Stored data entries:
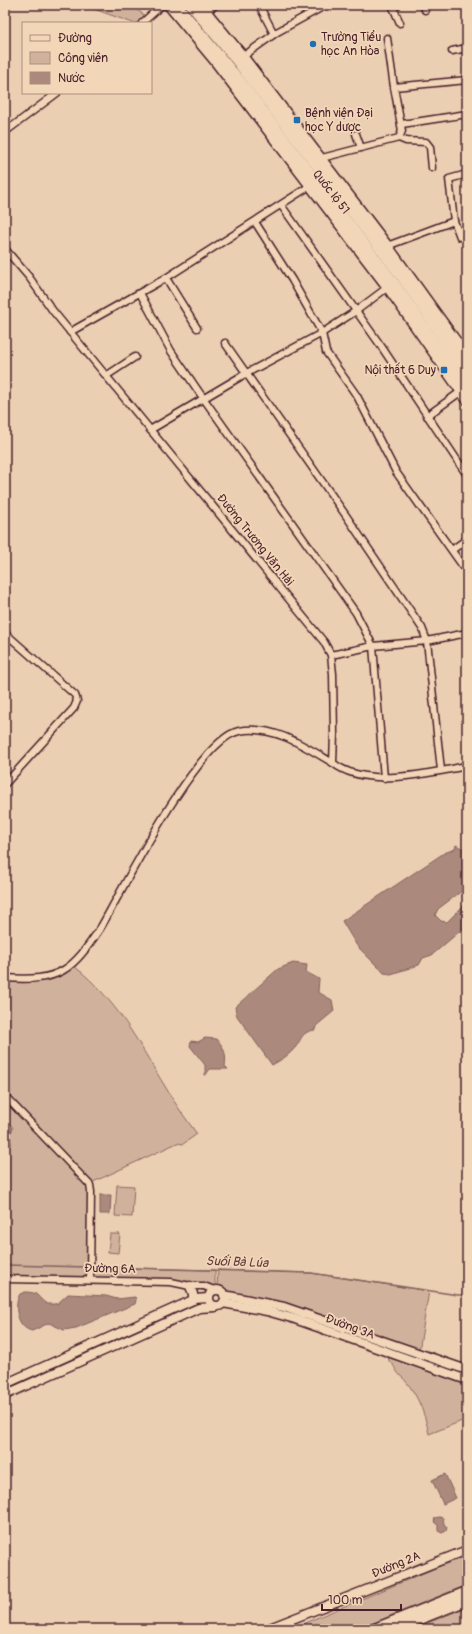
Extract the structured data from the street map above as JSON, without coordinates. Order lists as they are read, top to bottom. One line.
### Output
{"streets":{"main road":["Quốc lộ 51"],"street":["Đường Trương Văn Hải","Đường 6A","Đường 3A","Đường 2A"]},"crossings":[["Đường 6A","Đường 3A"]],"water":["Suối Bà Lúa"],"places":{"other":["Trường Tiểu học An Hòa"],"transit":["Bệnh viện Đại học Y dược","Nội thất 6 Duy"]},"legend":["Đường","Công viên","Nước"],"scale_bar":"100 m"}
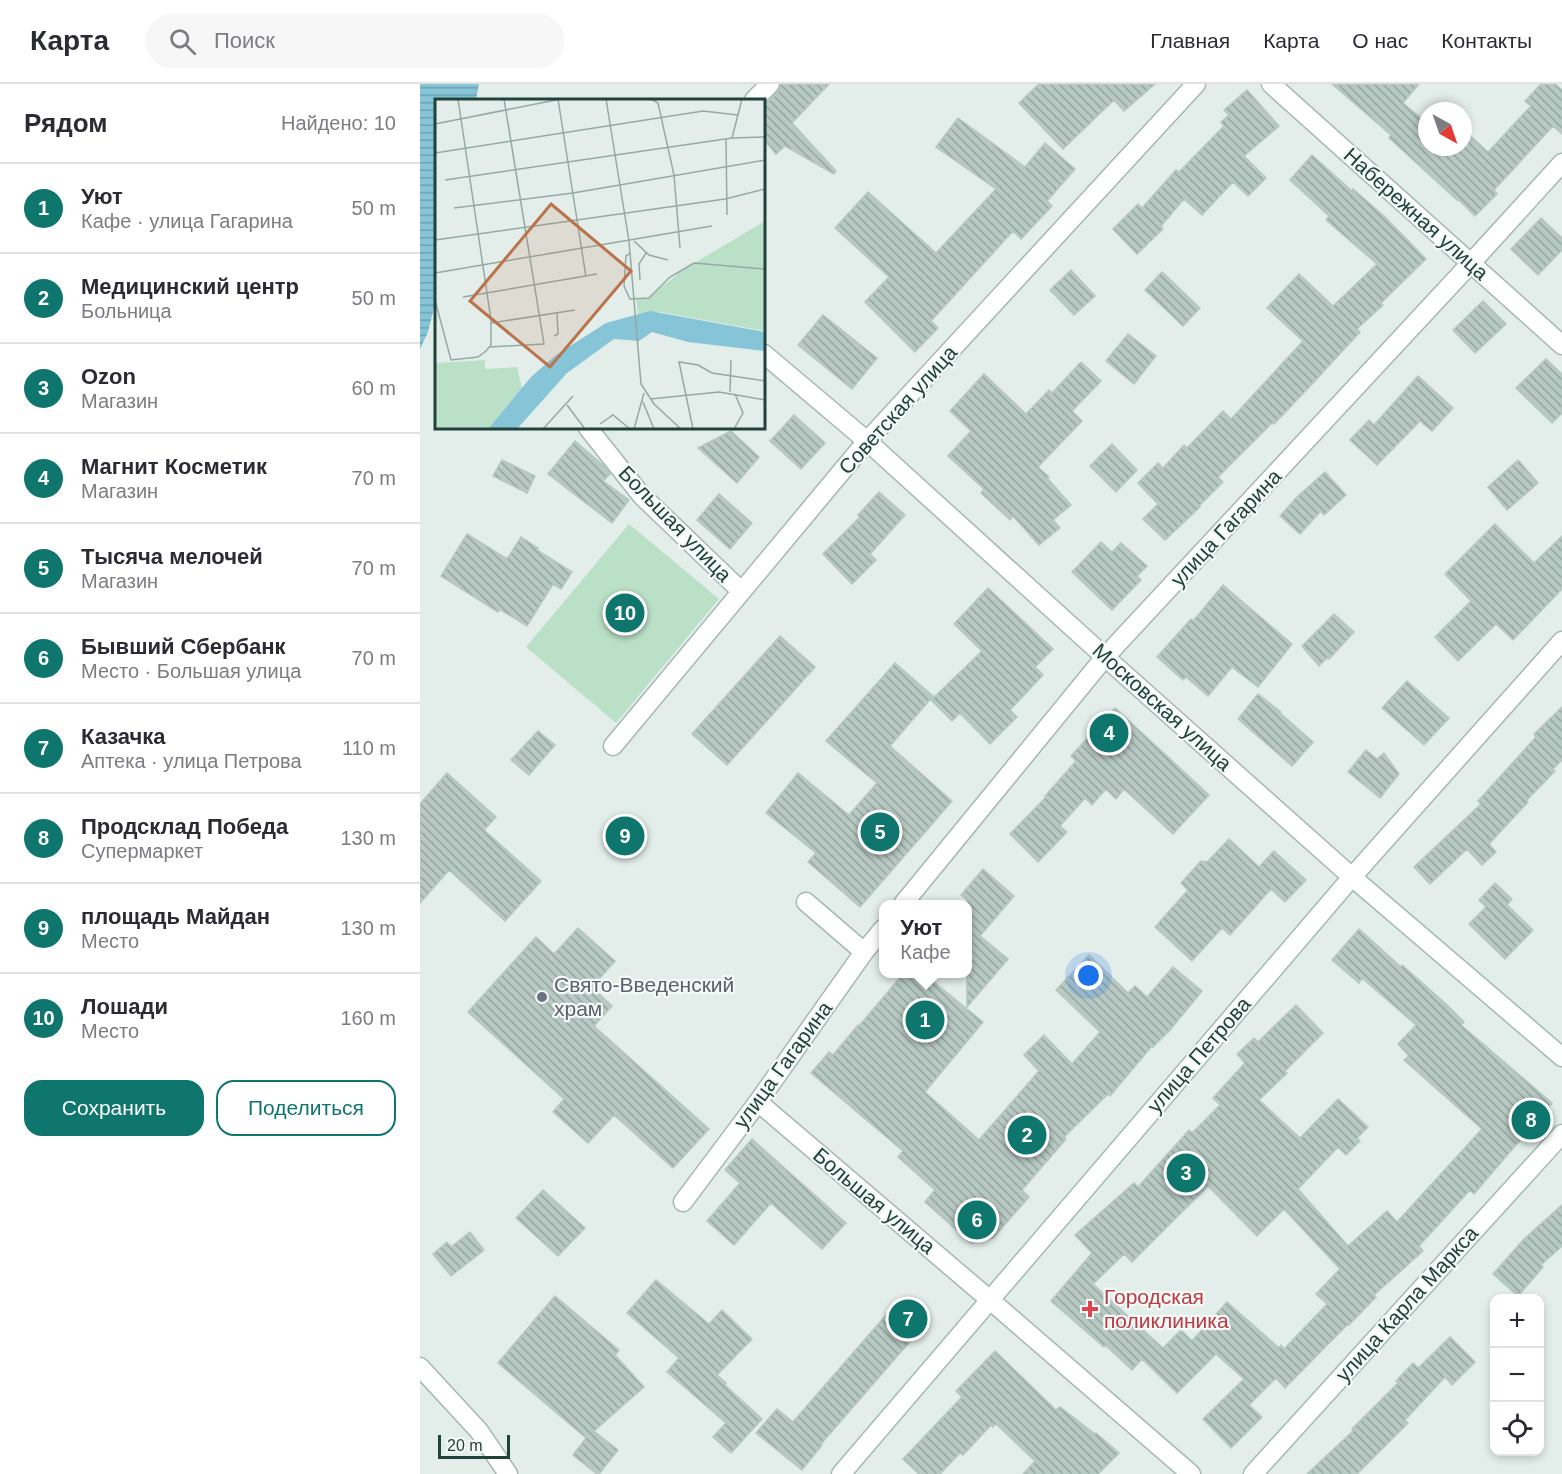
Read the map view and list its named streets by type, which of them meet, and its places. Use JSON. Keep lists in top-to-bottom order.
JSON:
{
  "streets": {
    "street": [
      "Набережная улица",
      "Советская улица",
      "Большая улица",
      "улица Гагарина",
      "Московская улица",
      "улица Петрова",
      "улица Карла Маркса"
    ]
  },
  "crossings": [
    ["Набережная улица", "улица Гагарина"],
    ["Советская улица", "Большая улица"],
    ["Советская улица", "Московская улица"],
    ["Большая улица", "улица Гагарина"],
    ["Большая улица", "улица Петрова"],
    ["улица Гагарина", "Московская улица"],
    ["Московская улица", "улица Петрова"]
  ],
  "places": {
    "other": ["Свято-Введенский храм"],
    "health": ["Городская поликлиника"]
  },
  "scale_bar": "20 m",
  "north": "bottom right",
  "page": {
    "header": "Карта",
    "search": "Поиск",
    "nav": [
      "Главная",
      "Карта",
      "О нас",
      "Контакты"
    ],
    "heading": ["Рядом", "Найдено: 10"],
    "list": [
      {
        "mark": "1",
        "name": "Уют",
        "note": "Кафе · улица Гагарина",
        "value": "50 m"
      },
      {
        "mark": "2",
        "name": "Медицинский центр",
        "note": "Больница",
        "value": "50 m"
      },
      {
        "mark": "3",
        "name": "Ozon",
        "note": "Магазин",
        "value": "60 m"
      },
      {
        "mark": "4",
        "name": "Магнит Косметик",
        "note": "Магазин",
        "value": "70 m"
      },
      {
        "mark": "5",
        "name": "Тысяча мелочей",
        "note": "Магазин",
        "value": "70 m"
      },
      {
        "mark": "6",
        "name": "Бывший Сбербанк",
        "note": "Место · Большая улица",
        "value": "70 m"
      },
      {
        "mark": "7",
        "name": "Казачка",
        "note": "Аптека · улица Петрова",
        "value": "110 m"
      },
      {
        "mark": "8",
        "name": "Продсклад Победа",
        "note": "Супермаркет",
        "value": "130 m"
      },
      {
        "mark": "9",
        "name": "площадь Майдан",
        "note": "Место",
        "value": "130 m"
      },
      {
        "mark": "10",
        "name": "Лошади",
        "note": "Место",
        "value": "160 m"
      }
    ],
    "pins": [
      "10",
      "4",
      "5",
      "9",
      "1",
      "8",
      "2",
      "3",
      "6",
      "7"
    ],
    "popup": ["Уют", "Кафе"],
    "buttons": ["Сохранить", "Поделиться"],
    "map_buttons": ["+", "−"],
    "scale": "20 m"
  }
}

▸ What you need to do: Each record should be written out again exactly, though without its pictures.

▸ Finished exercise:
Extract the structured data from the street map above as JSON, without coordinates. Order lists as they are read, top to bottom. One line.
### Output
{"streets":{"main road":["Quốc lộ 51"],"street":["Đường Trương Văn Hải","Đường 6A","Đường 3A","Đường 2A"]},"crossings":[["Đường 6A","Đường 3A"]],"water":["Suối Bà Lúa"],"places":{"other":["Trường Tiểu học An Hòa"],"transit":["Bệnh viện Đại học Y dược","Nội thất 6 Duy"]},"legend":["Đường","Công viên","Nước"],"scale_bar":"100 m"}
Read the map view and list its named streets by type, which of them meet, and its places. Use JSON. Keep lists in top-to-bottom order.
JSON:
{
  "streets": {
    "street": [
      "Набережная улица",
      "Советская улица",
      "Большая улица",
      "улица Гагарина",
      "Московская улица",
      "улица Петрова",
      "улица Карла Маркса"
    ]
  },
  "crossings": [
    ["Набережная улица", "улица Гагарина"],
    ["Советская улица", "Большая улица"],
    ["Советская улица", "Московская улица"],
    ["Большая улица", "улица Гагарина"],
    ["Большая улица", "улица Петрова"],
    ["улица Гагарина", "Московская улица"],
    ["Московская улица", "улица Петрова"]
  ],
  "places": {
    "other": ["Свято-Введенский храм"],
    "health": ["Городская поликлиника"]
  },
  "scale_bar": "20 m",
  "north": "bottom right",
  "page": {
    "header": "Карта",
    "search": "Поиск",
    "nav": [
      "Главная",
      "Карта",
      "О нас",
      "Контакты"
    ],
    "heading": ["Рядом", "Найдено: 10"],
    "list": [
      {
        "mark": "1",
        "name": "Уют",
        "note": "Кафе · улица Гагарина",
        "value": "50 m"
      },
      {
        "mark": "2",
        "name": "Медицинский центр",
        "note": "Больница",
        "value": "50 m"
      },
      {
        "mark": "3",
        "name": "Ozon",
        "note": "Магазин",
        "value": "60 m"
      },
      {
        "mark": "4",
        "name": "Магнит Косметик",
        "note": "Магазин",
        "value": "70 m"
      },
      {
        "mark": "5",
        "name": "Тысяча мелочей",
        "note": "Магазин",
        "value": "70 m"
      },
      {
        "mark": "6",
        "name": "Бывший Сбербанк",
        "note": "Место · Большая улица",
        "value": "70 m"
      },
      {
        "mark": "7",
        "name": "Казачка",
        "note": "Аптека · улица Петрова",
        "value": "110 m"
      },
      {
        "mark": "8",
        "name": "Продсклад Победа",
        "note": "Супермаркет",
        "value": "130 m"
      },
      {
        "mark": "9",
        "name": "площадь Майдан",
        "note": "Место",
        "value": "130 m"
      },
      {
        "mark": "10",
        "name": "Лошади",
        "note": "Место",
        "value": "160 m"
      }
    ],
    "pins": [
      "10",
      "4",
      "5",
      "9",
      "1",
      "8",
      "2",
      "3",
      "6",
      "7"
    ],
    "popup": ["Уют", "Кафе"],
    "buttons": ["Сохранить", "Поделиться"],
    "map_buttons": ["+", "−"],
    "scale": "20 m"
  }
}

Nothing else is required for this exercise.